A beat, and another, as uneven as the call that returns from a canyon wall.
For an eternity she lay there, for time ceases to refer when separated from that background against which it flows. In a world not so unmoored a forest spirit comes to investigate the heart-knell of one of the forest's own, a keening which even now reverberates through the chords which hold together the life of the Wild. The sprite looks down upon what is left of one lost who loved, and shakes a head in sorrow. Thence to the grove does look, where the hint of what might have once been a man drifts in and out of sight in the rolling billows of the mist, despite the absence of any sort of breeze, and then back to the pile of child on the floor.
"Oh, Morœ, may his soul so hunger, and ever go unsatiated."

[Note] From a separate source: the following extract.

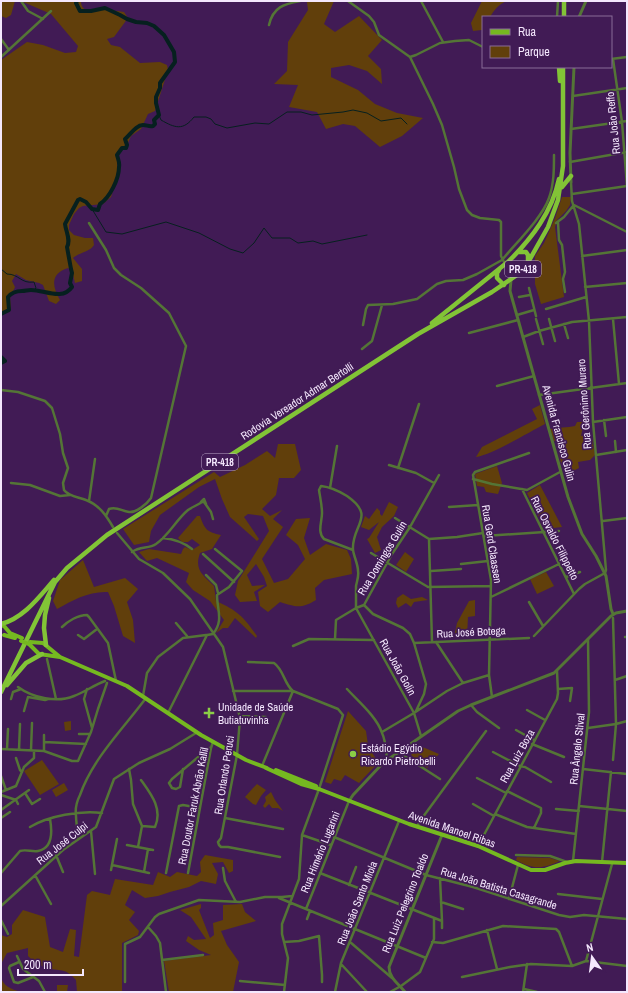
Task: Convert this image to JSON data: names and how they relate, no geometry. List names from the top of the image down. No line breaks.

The sylvan youth dips and gathers in arm what just a moment and a lifetime ago might have been a sister, now but a husk, bearing no more resemblance to the vivacious creature once held therein than a house from which love has fled bears a resemblance to the home it once had been. So cradled, she is borne to that hidden heart of the forest where the Wild Ones remember their own, the very twin of that grove where even now her Beloved kneels. The Wild Ones do love their princesses, and such courage as is often overlooked in the ballads of the great and the bold is honored among the children of the forest. She is gathered into the spirit of the Wild and given seat in that host which does ride in the space between dreams and between worlds. To this day does she ride, to and fro across the land, warding the hearts of the young against daring too much, too soon, lest such fragile hearts give way beneath the strain. Such aid as she can she does freely give, to those who but call upon her name.